Beyond these gains in scientific knowledge, RSASS served as a training vehicle for over a half-dozen undergraduate, graduate, and medical students. Over a half-dozen undergraduate, graduate, and medical students contributed to RSASS as research assistants; many of these students were from under-represented minority groups. One of our trainees, McKenzie Stokes, was co-supported by an American Diabetes Association Minority Undergraduate Internship supplement; she is now a doctoral student at North Carolina State University. Another trainee, Josh Montgomery, is now a fellow with the Department of Health and Human Services ORISE Fellowship in the Office of the US Surgeon General in Washington, DC. All students learned invaluable lessons from the hands-on research experience they gained from working on this project.

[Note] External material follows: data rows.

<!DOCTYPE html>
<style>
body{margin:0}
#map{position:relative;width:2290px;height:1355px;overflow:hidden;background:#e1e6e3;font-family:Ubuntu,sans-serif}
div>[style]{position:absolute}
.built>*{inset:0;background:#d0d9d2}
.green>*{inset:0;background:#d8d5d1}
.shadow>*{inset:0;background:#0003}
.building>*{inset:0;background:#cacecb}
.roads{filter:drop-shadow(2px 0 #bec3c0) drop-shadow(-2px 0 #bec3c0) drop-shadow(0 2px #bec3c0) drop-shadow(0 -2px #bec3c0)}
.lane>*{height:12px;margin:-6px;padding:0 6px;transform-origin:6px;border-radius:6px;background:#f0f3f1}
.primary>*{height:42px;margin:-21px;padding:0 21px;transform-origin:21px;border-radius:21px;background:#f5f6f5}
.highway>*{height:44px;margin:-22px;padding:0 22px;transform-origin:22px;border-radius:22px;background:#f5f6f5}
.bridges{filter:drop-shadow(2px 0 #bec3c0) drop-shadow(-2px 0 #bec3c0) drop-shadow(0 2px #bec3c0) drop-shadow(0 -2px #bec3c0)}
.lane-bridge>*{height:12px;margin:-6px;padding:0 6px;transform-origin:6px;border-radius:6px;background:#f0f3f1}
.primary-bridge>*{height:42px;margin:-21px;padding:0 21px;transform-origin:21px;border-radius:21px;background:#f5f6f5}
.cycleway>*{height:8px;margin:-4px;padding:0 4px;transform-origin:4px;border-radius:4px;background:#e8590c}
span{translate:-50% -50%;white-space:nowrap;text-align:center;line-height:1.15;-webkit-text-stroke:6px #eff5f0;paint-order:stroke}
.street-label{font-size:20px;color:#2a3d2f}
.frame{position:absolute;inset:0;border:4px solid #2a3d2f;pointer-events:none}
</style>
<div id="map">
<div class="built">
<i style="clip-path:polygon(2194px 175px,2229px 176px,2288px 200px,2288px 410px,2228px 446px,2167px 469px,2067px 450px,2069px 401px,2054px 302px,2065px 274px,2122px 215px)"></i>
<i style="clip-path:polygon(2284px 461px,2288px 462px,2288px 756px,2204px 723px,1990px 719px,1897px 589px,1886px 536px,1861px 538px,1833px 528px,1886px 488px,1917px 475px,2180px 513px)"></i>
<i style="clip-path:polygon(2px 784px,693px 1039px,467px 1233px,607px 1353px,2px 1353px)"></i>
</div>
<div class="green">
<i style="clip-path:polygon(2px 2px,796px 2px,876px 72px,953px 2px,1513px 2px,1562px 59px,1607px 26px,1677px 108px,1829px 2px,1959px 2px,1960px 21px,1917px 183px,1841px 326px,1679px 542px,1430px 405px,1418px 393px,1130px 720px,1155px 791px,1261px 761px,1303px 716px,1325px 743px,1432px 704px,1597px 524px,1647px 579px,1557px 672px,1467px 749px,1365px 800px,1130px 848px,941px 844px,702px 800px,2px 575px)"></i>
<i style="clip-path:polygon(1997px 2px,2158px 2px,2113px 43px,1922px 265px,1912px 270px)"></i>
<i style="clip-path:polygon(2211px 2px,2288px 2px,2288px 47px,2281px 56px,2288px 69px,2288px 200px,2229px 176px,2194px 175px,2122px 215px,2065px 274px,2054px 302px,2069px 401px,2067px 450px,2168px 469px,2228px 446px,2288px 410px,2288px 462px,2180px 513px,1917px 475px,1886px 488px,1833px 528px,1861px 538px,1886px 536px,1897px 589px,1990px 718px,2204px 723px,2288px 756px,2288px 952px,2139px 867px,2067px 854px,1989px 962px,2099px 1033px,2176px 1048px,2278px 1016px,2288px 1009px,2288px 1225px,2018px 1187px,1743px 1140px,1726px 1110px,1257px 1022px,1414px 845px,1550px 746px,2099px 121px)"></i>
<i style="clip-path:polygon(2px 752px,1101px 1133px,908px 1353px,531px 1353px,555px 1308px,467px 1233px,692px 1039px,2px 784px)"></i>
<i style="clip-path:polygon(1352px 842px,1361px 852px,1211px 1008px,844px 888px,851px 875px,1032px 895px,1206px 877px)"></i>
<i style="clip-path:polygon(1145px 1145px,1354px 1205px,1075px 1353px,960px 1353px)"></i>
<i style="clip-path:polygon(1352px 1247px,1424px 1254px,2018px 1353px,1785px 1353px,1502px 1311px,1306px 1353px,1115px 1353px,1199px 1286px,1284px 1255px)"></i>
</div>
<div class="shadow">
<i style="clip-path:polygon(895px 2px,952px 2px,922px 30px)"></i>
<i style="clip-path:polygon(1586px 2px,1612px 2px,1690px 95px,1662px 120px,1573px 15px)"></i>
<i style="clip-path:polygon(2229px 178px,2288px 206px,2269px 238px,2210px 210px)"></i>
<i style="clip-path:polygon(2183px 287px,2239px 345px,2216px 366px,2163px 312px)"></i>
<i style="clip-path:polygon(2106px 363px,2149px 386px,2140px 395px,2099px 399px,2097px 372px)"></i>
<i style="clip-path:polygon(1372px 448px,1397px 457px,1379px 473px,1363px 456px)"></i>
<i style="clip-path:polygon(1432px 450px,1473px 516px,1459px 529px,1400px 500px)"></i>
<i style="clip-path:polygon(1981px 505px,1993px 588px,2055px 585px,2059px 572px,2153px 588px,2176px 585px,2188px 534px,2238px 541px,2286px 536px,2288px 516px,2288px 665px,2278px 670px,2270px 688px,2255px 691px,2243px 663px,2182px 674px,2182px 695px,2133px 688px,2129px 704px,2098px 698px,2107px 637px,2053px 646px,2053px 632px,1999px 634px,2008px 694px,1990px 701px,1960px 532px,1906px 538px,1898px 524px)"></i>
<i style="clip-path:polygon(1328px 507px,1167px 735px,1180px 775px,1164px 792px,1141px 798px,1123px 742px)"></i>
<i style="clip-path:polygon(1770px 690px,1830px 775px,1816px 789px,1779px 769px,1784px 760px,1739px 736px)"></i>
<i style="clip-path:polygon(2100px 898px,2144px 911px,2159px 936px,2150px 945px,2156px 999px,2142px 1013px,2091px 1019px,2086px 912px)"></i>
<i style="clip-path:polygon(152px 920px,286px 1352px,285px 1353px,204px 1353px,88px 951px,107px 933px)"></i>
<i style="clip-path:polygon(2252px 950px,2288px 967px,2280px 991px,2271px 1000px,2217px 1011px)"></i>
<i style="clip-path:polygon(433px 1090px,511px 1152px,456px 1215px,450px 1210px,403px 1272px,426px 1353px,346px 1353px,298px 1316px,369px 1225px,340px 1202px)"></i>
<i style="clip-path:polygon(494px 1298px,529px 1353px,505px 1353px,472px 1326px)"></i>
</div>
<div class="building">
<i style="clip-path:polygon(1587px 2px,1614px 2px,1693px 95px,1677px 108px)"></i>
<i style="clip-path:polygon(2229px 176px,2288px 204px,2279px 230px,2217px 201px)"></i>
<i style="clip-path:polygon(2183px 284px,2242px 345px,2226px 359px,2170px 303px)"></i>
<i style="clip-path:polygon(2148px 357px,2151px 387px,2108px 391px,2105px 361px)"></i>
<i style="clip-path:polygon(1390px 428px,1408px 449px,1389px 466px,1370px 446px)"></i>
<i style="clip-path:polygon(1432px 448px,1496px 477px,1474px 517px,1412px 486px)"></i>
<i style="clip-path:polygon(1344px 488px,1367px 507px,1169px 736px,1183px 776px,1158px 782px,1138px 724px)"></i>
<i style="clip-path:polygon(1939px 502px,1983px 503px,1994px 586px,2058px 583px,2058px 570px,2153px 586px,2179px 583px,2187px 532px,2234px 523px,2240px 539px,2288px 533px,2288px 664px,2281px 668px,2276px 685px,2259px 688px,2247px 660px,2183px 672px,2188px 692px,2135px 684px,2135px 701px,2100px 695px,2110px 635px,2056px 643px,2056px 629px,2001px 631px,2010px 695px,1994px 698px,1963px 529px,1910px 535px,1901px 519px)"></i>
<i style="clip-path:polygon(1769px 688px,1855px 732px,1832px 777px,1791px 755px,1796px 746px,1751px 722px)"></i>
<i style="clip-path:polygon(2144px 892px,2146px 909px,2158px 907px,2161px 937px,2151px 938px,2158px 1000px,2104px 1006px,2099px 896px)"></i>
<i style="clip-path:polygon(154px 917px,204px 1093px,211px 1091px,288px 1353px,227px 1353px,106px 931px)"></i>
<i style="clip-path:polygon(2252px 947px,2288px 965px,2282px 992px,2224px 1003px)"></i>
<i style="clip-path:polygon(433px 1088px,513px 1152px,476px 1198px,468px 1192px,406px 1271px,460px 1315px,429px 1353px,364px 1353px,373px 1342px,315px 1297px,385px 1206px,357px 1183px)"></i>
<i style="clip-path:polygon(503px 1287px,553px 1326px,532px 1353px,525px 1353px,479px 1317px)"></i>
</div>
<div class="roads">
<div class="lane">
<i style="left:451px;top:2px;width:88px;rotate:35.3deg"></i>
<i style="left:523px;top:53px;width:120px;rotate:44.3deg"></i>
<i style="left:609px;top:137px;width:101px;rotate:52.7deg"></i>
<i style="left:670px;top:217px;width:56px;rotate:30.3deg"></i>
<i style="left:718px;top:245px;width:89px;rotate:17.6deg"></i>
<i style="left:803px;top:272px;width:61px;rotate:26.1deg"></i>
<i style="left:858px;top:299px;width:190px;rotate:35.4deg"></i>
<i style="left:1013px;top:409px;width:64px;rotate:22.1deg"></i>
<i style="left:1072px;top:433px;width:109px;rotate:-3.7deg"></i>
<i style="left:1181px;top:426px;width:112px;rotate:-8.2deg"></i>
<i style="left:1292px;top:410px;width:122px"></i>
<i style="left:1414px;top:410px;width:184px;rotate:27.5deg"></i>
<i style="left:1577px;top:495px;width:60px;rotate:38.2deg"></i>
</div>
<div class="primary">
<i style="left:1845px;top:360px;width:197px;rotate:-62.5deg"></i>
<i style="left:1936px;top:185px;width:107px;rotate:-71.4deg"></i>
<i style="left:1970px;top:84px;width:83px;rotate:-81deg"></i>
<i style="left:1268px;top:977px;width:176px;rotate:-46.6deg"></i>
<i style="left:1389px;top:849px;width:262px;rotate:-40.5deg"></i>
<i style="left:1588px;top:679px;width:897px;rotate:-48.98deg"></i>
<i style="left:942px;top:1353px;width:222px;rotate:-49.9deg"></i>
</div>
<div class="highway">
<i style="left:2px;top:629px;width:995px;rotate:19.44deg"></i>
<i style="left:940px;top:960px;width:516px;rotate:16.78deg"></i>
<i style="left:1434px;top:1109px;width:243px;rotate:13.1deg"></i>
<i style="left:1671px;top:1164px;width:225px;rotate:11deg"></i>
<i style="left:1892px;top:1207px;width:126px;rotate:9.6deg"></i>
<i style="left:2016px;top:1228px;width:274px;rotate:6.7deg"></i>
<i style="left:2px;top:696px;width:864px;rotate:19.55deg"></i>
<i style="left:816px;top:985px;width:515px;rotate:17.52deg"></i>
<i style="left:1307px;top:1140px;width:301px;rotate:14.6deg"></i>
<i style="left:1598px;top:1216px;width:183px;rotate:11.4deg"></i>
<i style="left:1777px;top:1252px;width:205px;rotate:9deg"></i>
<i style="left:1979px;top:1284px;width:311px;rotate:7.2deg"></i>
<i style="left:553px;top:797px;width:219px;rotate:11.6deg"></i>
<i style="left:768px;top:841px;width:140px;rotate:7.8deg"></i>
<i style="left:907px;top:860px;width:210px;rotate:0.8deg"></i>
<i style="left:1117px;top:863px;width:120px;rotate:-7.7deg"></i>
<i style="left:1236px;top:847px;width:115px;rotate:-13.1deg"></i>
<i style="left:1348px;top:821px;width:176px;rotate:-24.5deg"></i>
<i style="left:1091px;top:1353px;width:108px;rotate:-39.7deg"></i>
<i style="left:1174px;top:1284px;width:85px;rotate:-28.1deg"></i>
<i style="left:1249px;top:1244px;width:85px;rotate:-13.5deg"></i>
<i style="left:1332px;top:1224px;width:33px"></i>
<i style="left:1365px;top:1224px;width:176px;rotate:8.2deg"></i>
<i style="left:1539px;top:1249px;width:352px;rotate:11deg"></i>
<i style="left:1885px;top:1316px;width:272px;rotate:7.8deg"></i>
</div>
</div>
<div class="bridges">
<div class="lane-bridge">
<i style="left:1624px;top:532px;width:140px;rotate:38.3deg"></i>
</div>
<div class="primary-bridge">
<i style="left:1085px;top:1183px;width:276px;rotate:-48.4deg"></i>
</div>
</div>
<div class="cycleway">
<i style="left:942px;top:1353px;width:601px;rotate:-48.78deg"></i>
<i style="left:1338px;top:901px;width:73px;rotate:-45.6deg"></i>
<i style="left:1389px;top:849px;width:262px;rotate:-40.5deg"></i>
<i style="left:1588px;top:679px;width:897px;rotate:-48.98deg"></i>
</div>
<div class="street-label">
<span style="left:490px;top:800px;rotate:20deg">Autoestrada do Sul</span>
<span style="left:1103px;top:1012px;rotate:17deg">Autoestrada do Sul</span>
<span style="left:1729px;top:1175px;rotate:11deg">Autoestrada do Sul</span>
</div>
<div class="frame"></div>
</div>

Finally, RSASS is part of our ongoing partnership with the YMCA of Greater Richmond around their diabetes programs (prevention and control). We recently completed an evaluation of their diabetes self-management program (funded in part by a grant from the VCU Council on Community Engagement). A jointly-authored manuscript describing the results from this evaluation were published in The Diabetes Educator and these findings were also disseminated to the local community using factsheets and via our Community Advisory Board (CAB). The CAB which provides feedback on how to build community-engaged research capacity on diabetes in the Richmond area.
Thank you to everyone who participated in the Richmond Stress and Sugar Study – this research would not be possible without you!

Grant renewed to study minority aging and health

The National Institutes of Health has awarded a grant renewal for the Michigan Center for Urban African American Aging Research (MCUAAAR). The MCUAAAR is a collaboration between researchers at several Michigan universities, and includes several members of the Institute for Social Research at the University of Michigan. The focus of this collaboration is to study health in aging African Americans, including examination of disparities in health outcomes such as diabetes and heart disease.